Feeling our fullness is not easy; by being gentle with ourselves, understanding how tough it is, and attempting to get back in touch with our inner intuitive eater, we can slowly work toward it. Simply being aware of the internal struggle that can happen when we are full, even if we decide to continue eating, is a victory in itself. In the long-term, we can look forward to our fullness, trusting that the hunger will come again in good time.
* * * * *
The Ten Principles of Intuitive Eating
Adapted from Intuitive Eating by Evelyn Tribole and Elyse Resch
Reject the Diet Mentality
Honor your Hunger
Make Peace with Food
Challenge the Food Police
Respect your Fullness
Discover the Satisfaction Factor
Honor Your Feelings without Using Food
Respect your Body
Exercise – Feel the Difference
Honor your Health
* * * * *
Rena’s Tool of the Month
You may find that you can Feel Your Fullness, but then what? Transitioning from the act of eating to the absence of eating is so difficult that many people continue to eat despite knowing that their bodies have had enough.

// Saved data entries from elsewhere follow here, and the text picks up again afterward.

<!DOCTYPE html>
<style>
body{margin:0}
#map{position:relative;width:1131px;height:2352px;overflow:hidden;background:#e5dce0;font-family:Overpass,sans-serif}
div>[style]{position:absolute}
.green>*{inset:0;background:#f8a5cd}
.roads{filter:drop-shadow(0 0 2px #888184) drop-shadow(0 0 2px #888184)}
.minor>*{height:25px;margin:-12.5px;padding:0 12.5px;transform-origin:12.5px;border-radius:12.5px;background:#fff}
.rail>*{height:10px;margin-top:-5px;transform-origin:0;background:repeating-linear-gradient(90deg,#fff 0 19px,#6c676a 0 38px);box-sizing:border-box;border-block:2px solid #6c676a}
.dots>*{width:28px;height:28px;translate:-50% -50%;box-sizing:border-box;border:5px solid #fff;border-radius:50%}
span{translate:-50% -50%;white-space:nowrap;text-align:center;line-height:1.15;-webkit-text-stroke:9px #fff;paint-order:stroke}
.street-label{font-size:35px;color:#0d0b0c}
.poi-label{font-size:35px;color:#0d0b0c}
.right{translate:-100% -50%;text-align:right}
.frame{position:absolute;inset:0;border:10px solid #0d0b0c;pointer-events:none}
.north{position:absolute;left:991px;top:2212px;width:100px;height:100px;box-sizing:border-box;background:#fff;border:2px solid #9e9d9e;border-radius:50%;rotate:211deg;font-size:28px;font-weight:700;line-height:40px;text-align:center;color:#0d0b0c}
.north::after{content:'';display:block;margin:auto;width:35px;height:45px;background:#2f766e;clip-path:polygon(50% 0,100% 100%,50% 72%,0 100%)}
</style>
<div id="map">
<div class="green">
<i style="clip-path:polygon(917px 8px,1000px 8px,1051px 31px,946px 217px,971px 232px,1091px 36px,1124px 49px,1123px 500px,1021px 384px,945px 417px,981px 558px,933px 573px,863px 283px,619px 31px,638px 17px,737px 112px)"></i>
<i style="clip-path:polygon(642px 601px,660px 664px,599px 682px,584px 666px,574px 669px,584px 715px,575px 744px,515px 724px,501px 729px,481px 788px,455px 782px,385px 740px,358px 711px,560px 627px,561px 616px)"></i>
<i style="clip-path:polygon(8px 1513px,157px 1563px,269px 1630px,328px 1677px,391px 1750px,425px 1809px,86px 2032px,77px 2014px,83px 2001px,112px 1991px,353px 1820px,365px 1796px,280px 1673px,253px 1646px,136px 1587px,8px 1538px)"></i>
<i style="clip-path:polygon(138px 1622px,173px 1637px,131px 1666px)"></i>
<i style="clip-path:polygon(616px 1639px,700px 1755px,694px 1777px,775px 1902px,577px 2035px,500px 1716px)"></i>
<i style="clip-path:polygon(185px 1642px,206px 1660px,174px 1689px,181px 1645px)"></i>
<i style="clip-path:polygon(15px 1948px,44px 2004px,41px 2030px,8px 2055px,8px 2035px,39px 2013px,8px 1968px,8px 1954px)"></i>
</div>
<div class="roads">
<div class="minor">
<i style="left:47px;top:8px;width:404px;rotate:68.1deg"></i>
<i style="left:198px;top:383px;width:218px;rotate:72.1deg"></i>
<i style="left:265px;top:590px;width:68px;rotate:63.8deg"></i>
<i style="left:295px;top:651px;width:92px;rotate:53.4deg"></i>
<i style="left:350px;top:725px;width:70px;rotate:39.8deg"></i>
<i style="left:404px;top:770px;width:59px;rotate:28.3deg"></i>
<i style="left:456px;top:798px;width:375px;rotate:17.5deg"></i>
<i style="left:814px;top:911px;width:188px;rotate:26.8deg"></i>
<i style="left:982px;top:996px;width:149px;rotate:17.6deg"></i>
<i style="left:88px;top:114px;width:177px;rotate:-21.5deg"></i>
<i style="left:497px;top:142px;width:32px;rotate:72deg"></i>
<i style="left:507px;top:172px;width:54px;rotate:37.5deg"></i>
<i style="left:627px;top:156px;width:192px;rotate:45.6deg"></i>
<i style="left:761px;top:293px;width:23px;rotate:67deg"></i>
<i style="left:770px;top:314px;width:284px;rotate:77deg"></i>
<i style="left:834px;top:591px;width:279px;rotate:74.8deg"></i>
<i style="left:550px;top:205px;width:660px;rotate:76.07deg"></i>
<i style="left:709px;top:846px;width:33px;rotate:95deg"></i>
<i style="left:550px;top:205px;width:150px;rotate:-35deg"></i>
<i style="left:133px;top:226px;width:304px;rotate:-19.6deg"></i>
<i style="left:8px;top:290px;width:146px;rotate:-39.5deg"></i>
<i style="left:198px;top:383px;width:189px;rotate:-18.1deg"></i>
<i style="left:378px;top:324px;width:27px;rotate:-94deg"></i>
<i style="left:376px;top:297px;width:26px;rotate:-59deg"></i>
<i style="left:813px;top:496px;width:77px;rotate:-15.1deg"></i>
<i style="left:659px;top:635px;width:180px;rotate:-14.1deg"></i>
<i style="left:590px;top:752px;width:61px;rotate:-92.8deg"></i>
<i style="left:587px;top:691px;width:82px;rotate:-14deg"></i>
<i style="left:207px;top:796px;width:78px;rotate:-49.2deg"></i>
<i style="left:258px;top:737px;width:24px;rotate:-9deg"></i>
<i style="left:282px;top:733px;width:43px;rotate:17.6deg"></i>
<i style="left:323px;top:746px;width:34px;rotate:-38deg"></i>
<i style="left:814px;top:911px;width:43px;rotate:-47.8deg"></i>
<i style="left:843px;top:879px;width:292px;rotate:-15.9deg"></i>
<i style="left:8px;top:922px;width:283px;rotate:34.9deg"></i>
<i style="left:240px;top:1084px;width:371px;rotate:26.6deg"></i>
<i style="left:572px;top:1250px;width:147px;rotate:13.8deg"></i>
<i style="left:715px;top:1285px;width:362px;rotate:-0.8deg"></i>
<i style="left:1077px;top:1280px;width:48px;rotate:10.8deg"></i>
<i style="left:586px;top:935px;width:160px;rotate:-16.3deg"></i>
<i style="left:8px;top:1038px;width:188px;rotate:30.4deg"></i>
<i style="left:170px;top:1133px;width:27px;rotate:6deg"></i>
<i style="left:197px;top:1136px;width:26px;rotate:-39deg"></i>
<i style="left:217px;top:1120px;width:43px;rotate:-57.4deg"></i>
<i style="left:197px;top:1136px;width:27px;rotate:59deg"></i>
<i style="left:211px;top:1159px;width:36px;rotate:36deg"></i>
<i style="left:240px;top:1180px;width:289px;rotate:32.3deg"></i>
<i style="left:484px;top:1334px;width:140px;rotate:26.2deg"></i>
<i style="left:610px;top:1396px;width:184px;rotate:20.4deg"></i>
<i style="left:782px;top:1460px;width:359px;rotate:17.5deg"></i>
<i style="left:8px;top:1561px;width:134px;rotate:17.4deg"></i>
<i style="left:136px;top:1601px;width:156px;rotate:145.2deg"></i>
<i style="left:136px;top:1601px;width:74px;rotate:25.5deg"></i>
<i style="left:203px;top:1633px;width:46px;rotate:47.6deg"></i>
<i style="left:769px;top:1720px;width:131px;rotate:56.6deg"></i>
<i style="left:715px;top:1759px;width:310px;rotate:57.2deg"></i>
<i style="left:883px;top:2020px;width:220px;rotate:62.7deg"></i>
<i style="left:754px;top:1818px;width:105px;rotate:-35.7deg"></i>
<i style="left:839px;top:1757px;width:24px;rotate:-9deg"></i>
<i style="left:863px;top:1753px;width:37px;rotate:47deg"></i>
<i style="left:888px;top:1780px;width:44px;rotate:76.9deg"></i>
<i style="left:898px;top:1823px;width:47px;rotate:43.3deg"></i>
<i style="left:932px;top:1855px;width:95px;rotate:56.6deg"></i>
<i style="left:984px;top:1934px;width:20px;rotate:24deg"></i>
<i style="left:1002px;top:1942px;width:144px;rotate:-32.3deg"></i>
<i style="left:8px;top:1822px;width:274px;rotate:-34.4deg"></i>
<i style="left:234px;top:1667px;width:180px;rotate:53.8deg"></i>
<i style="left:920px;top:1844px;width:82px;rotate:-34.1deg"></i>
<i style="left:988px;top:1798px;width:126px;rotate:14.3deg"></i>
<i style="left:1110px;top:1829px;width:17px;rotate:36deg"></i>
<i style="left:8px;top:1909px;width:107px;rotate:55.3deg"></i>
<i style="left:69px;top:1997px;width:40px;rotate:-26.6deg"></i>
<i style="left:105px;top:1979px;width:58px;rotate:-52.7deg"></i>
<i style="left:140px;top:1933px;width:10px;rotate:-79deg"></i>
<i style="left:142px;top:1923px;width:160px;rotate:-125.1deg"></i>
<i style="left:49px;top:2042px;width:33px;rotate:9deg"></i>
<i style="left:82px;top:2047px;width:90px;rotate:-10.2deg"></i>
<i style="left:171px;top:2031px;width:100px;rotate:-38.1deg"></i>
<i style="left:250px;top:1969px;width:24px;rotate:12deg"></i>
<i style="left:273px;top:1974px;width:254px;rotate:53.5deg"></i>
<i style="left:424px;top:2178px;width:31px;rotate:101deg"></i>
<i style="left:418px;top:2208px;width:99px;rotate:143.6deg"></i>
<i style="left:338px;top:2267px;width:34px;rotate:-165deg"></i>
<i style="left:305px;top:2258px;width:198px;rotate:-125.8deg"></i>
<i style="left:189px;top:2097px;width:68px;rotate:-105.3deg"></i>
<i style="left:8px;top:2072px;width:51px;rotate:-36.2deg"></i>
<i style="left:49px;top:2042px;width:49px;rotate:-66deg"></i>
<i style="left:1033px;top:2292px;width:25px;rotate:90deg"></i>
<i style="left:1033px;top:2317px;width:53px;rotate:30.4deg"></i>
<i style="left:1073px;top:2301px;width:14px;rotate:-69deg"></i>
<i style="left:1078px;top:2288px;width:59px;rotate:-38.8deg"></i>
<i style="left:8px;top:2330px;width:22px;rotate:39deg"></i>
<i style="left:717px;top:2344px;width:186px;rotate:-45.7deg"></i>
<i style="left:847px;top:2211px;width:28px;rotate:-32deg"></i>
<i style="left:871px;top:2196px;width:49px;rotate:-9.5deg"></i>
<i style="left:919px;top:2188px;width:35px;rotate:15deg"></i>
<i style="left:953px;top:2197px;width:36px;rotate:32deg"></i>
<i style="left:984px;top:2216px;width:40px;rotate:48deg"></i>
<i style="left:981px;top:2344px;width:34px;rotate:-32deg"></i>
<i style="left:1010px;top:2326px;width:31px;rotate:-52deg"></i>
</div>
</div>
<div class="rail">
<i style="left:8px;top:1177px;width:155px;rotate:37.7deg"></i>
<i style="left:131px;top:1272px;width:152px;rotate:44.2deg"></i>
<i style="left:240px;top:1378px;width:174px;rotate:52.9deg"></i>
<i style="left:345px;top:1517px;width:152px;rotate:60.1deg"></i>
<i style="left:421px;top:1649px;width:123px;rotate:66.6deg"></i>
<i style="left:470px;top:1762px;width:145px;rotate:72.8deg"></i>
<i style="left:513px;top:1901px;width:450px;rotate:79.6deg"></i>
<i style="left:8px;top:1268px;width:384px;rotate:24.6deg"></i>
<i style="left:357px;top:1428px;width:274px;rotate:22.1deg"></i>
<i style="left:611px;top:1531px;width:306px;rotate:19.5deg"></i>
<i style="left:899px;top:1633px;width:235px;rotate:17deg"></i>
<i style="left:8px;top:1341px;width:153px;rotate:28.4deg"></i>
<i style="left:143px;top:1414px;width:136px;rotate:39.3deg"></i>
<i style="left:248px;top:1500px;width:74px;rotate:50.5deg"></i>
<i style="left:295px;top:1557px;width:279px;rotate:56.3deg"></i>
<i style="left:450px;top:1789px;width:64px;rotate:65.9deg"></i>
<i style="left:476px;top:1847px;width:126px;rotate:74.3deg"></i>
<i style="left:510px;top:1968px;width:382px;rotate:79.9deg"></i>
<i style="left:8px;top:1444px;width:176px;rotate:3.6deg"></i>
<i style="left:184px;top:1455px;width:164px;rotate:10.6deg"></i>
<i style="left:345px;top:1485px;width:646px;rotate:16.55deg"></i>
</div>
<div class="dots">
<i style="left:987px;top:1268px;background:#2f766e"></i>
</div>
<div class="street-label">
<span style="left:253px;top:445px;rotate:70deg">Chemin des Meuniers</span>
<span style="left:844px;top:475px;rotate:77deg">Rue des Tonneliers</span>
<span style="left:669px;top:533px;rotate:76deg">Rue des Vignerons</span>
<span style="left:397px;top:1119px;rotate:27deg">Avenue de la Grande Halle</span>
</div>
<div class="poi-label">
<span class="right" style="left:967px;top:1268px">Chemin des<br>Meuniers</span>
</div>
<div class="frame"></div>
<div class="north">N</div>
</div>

Rena recommends pausing in the middle of a meal for an internal check: Is the food still tasting good to me? How is my stomach feeling? The rest of my body?
With these frequent check-ins, you can anticipate fullness, and know what to do when the time comes for stopping.
Once you feel you are ready to transition away from eating, try doing something to reinforce that decision.
Put your fork and knife down and check in with yourself.
Make yourself a tea or any other hot drink of choice. Sip it slowly and pay attention to the feelings in your body.
If you are alone, try some deep breathing and positive self-talk. If you are with others, see if you can join a pleasant conversation and notice if your body feels pleasantly satisfied, or if you feel you need more food to feel your fullness.